57:    othersubs = {}
58:    for line in feedlines:
59:      other = noID.search(line)
60:      if other:
61:        if other.group(1) not in othersubs:   # skip if we've seen it already
62:          othersubs[other.group(1)] = other.group(2)
63:  
64:    # No subscriber count.
65:    ipsubs = {}
66:    for line in feedlines:
67:      ip = iponly.search(line)
68:      if ip:
69:        if ip.group(1) not in ipsubs:         # skip if we've seen it already
70:          ipsubs[ip.group(1)] = 1
71:  
72:    # Total the subscriber counts for Google and non-Google.
73:    grcounts = sum(map(int, grsubs.values()))
74:    othercounts = sum(map(int, othersubs.values()))
75:    ipcounts = sum(map(int, ipsubs.values()))
76:    counts[feed] = (grcounts, othercounts + ipcounts)
77:  
78:  
79:  # Print the values for the day into the history file.
80:  daystr = [outdate, ":"]
81:  for feed in feeds:
82:    daystr.append("  {0:5d}  {1:5d}".format(*counts[feed]))
83:  daystr.append("\n")
84:  
85:  with open(history, "a") as f:
86:    f.write("".join(daystr))

It’s certainly longer than Marco’s shell script, but Python tends to be more explicit. Also, this script doesn’t have any lines over 200 characters long.
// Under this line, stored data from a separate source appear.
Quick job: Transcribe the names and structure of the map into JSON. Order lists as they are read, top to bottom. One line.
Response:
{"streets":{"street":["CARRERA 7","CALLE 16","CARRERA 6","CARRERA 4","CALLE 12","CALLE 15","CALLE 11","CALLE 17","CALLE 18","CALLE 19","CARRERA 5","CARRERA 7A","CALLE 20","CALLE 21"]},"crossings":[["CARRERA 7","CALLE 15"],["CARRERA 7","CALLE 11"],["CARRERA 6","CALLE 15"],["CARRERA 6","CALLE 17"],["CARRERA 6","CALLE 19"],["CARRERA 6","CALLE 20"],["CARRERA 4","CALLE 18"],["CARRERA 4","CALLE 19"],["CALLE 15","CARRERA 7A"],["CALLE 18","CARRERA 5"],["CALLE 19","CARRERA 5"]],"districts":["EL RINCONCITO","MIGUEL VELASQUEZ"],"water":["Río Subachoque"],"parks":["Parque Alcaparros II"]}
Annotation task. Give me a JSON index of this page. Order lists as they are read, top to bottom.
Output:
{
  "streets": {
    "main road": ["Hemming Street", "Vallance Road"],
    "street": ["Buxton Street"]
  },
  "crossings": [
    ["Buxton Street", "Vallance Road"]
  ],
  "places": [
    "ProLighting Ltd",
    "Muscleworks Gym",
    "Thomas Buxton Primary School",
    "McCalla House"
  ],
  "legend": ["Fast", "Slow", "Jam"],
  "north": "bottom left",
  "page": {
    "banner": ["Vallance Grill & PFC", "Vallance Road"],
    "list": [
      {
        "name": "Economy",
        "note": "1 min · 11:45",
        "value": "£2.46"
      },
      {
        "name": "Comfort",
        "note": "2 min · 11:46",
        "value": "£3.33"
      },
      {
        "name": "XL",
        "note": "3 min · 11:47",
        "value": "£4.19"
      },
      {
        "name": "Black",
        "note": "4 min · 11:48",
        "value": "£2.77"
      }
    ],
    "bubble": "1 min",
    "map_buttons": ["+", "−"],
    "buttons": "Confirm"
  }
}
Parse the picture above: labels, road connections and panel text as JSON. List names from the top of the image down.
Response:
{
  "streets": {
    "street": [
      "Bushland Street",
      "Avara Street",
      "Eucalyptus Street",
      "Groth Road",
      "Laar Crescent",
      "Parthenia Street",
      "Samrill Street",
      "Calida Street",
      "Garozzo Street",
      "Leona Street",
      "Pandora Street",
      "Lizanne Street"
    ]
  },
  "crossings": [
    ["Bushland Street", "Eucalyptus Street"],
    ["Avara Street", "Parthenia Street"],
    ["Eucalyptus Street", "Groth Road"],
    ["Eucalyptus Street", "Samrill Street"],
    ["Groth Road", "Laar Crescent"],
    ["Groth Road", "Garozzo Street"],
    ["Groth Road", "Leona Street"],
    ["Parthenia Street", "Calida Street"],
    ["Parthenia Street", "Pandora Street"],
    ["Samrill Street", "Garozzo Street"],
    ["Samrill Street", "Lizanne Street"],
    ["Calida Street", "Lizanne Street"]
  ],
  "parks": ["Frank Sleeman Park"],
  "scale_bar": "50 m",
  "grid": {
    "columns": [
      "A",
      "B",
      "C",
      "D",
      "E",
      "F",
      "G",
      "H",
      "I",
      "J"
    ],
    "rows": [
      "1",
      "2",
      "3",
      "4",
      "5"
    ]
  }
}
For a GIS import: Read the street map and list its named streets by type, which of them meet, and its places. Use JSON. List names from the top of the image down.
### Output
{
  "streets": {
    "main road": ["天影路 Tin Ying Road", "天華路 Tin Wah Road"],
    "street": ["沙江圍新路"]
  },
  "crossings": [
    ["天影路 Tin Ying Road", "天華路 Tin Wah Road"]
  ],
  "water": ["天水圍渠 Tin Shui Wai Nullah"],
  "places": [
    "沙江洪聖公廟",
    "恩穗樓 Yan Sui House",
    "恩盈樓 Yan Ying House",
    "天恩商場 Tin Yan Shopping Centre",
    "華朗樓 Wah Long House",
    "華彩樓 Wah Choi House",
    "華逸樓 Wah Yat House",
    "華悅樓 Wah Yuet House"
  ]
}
Like my version of the shell script, this script appends the counts to a file that keeps track of the subscriber history, one line per day. The formatting you see in Lines 82-85 was set up to match the existing format of my history file.

For this script to work, it must be put on your web server and run periodically through some utility like cron. Because it uses with and format, it requires Python 2.6 or later. My web host uses Python 2.4 (!) by default but fortunately has 2.6 available as a alternative.

You can expect to see this script modified as we enter a brave new RSS world this summer.